_Exercise prompt_:
When a line in the records includes the string "Turn", it goes into the tally; report that tally alone.

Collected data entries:
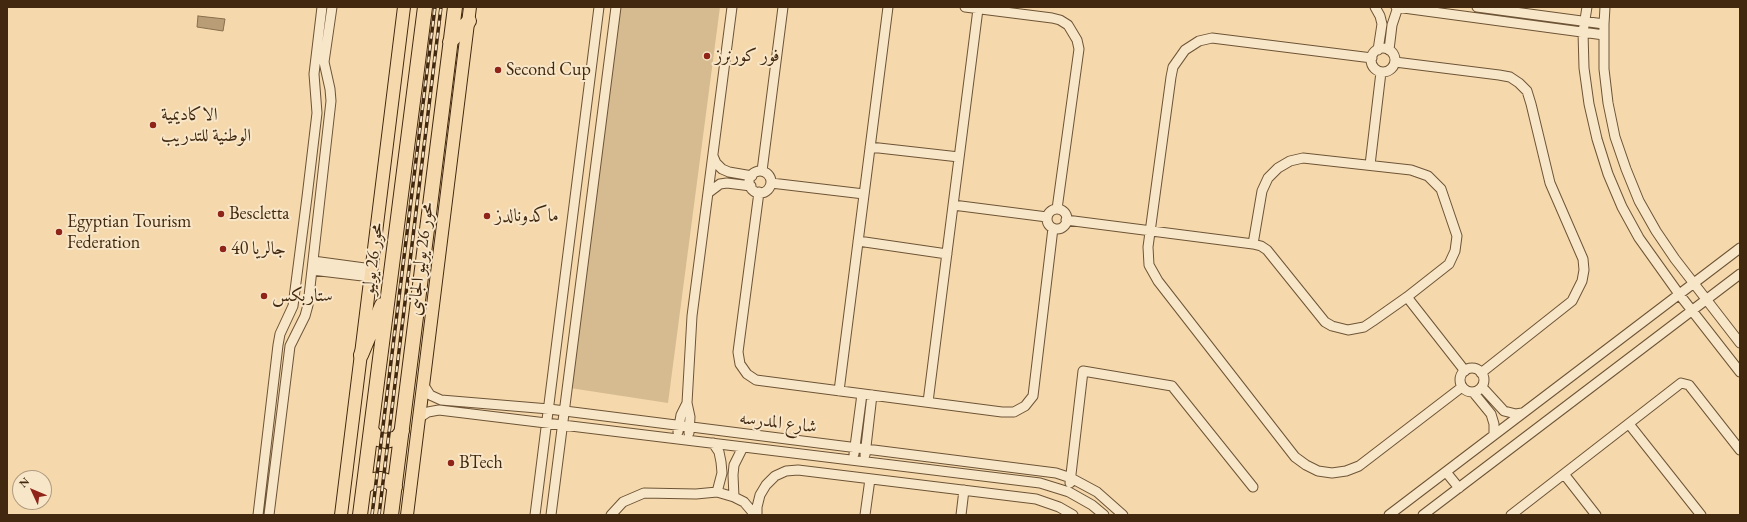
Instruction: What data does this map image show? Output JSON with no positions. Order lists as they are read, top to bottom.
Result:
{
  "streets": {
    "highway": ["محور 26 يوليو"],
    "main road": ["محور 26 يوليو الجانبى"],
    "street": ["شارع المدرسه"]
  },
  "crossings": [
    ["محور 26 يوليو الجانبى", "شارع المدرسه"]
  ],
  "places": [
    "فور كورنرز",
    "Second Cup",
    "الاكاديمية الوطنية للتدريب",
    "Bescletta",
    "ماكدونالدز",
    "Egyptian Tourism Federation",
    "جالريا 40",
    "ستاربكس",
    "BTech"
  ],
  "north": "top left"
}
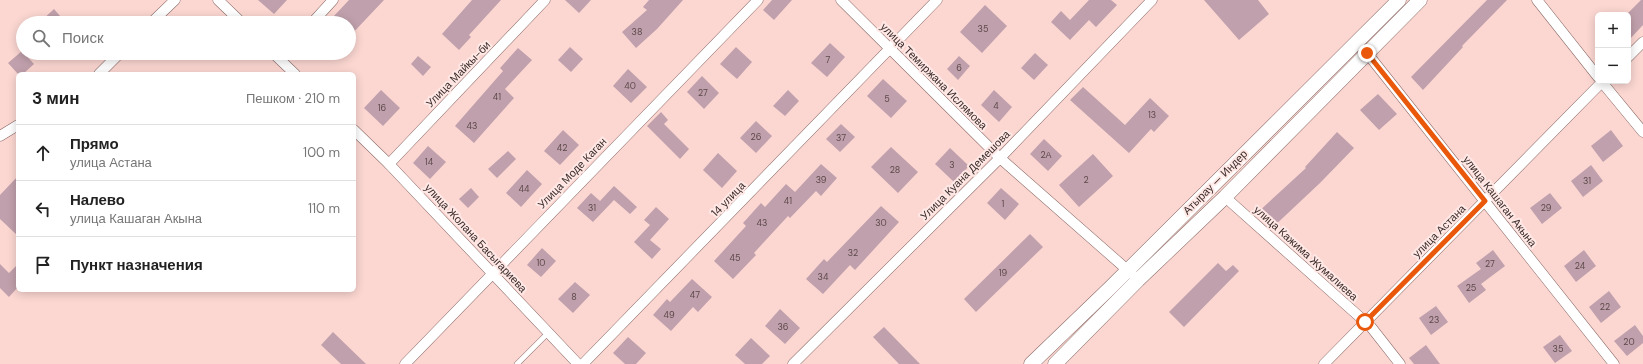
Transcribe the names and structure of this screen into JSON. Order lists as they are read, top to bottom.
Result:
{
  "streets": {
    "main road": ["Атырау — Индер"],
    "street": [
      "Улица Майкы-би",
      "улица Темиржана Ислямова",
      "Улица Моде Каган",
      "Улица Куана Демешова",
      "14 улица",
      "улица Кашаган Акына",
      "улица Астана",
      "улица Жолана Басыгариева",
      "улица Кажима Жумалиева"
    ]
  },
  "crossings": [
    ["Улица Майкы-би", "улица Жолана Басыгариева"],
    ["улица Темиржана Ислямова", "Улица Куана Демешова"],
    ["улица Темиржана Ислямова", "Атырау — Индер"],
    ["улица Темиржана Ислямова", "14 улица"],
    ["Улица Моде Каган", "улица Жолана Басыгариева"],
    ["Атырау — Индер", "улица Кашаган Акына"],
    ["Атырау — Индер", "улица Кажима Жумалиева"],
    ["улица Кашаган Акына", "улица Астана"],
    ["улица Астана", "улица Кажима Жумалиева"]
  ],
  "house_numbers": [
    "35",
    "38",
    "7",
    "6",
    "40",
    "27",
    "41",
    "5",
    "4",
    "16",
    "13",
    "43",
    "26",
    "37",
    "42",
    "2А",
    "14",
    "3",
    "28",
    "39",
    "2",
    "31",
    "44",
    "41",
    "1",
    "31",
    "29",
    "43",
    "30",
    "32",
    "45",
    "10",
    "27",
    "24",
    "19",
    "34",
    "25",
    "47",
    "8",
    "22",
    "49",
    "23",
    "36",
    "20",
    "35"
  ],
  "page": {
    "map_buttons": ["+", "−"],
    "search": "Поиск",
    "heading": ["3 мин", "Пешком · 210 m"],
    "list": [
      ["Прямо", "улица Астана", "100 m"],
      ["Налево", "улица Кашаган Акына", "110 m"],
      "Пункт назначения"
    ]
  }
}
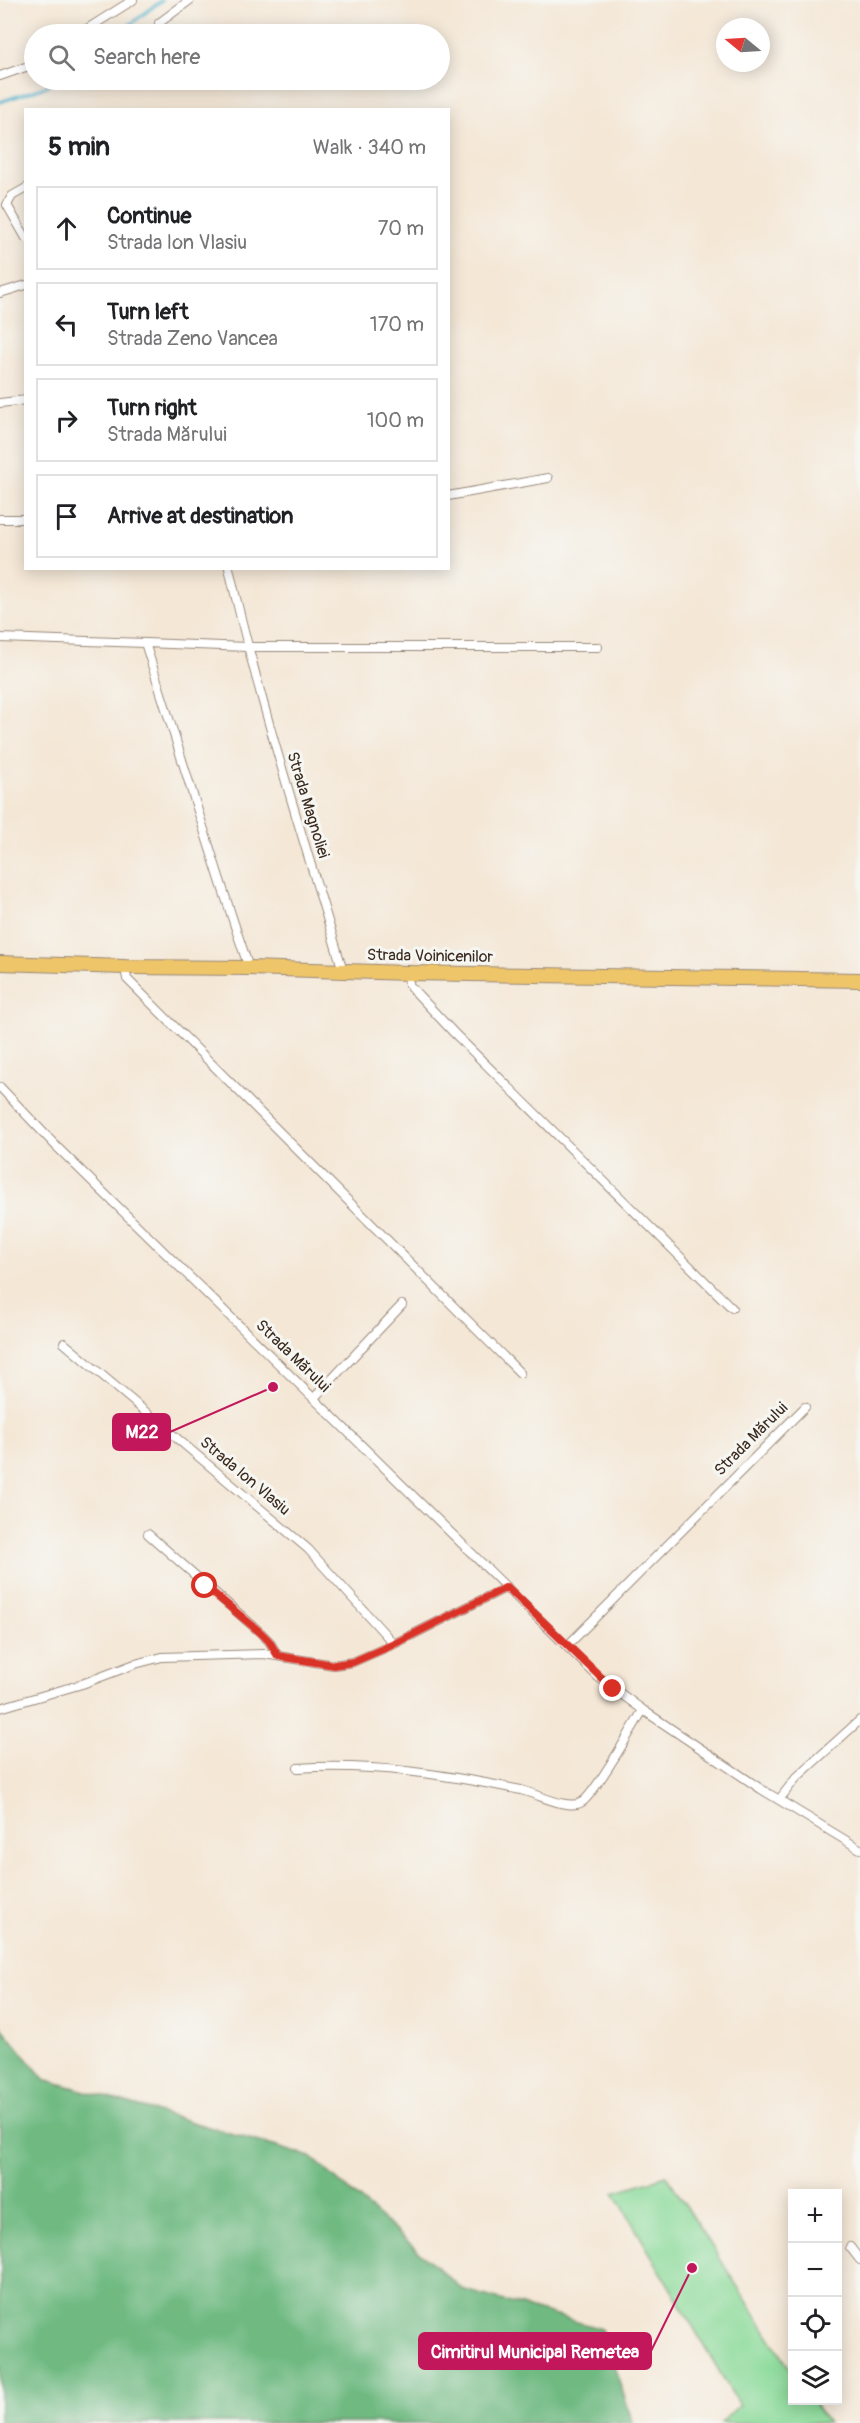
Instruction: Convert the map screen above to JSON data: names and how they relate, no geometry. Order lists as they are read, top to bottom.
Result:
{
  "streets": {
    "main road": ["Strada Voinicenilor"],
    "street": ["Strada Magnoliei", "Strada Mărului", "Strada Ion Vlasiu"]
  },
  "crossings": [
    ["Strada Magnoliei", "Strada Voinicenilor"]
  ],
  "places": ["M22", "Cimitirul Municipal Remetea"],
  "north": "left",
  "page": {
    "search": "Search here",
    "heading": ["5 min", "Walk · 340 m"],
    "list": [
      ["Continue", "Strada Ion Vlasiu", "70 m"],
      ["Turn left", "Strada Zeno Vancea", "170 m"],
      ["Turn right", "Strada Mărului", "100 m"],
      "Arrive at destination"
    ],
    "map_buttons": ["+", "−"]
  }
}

_Expected answer_:
2